═════ EXTRACTED MATERIAL ═════

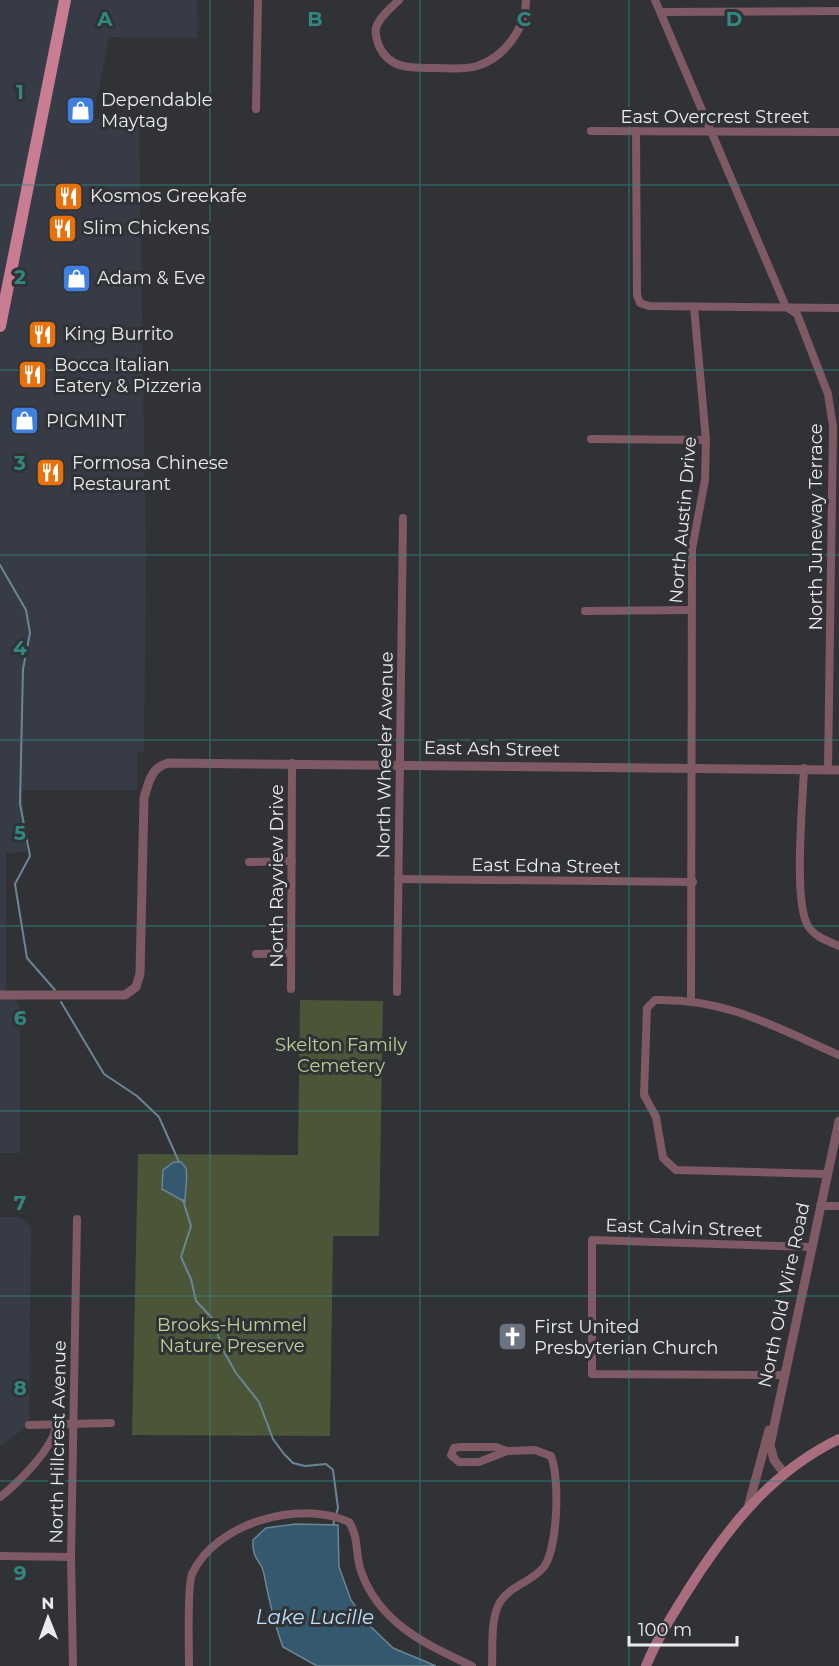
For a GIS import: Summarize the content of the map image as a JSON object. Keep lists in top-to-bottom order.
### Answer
{
  "streets": {
    "street": [
      "East Overcrest Street",
      "North Austin Drive",
      "North Juneway Terrace",
      "East Ash Street",
      "North Wheeler Avenue",
      "East Edna Street",
      "North Rayview Drive",
      "East Calvin Street",
      "North Old Wire Road",
      "North Hillcrest Avenue"
    ]
  },
  "crossings": [
    ["East Overcrest Street", "North Juneway Terrace"],
    ["North Austin Drive", "East Ash Street"],
    ["North Austin Drive", "East Edna Street"],
    ["North Juneway Terrace", "East Ash Street"],
    ["East Ash Street", "North Wheeler Avenue"],
    ["East Ash Street", "North Rayview Drive"],
    ["North Wheeler Avenue", "East Edna Street"],
    ["East Calvin Street", "North Old Wire Road"]
  ],
  "water": ["Lake Lucille"],
  "parks": ["Skelton Family Cemetery", "Brooks-Hummel Nature Preserve"],
  "places": {
    "shop": ["Dependable Maytag", "Adam & Eve", "PIGMINT"],
    "restaurant": [
      "Kosmos Greekafe",
      "Slim Chickens",
      "King Burrito",
      "Bocca Italian Eatery & Pizzeria",
      "Formosa Chinese Restaurant"
    ],
    "church": ["First United Presbyterian Church"]
  },
  "scale_bar": "100 m",
  "north": "top",
  "grid": {
    "columns": [
      "A",
      "B",
      "C",
      "D"
    ],
    "rows": [
      "1",
      "2",
      "3",
      "4",
      "5",
      "6",
      "7",
      "8",
      "9"
    ]
  }
}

═════

PROMPT:
With the pictures set aside, please write out all of the records above exactly.

EXERCISE RESULT:
For a GIS import: Summarize the content of the map image as a JSON object. Keep lists in top-to-bottom order.
### Answer
{
  "streets": {
    "street": [
      "East Overcrest Street",
      "North Austin Drive",
      "North Juneway Terrace",
      "East Ash Street",
      "North Wheeler Avenue",
      "East Edna Street",
      "North Rayview Drive",
      "East Calvin Street",
      "North Old Wire Road",
      "North Hillcrest Avenue"
    ]
  },
  "crossings": [
    ["East Overcrest Street", "North Juneway Terrace"],
    ["North Austin Drive", "East Ash Street"],
    ["North Austin Drive", "East Edna Street"],
    ["North Juneway Terrace", "East Ash Street"],
    ["East Ash Street", "North Wheeler Avenue"],
    ["East Ash Street", "North Rayview Drive"],
    ["North Wheeler Avenue", "East Edna Street"],
    ["East Calvin Street", "North Old Wire Road"]
  ],
  "water": ["Lake Lucille"],
  "parks": ["Skelton Family Cemetery", "Brooks-Hummel Nature Preserve"],
  "places": {
    "shop": ["Dependable Maytag", "Adam & Eve", "PIGMINT"],
    "restaurant": [
      "Kosmos Greekafe",
      "Slim Chickens",
      "King Burrito",
      "Bocca Italian Eatery & Pizzeria",
      "Formosa Chinese Restaurant"
    ],
    "church": ["First United Presbyterian Church"]
  },
  "scale_bar": "100 m",
  "north": "top",
  "grid": {
    "columns": [
      "A",
      "B",
      "C",
      "D"
    ],
    "rows": [
      "1",
      "2",
      "3",
      "4",
      "5",
      "6",
      "7",
      "8",
      "9"
    ]
  }
}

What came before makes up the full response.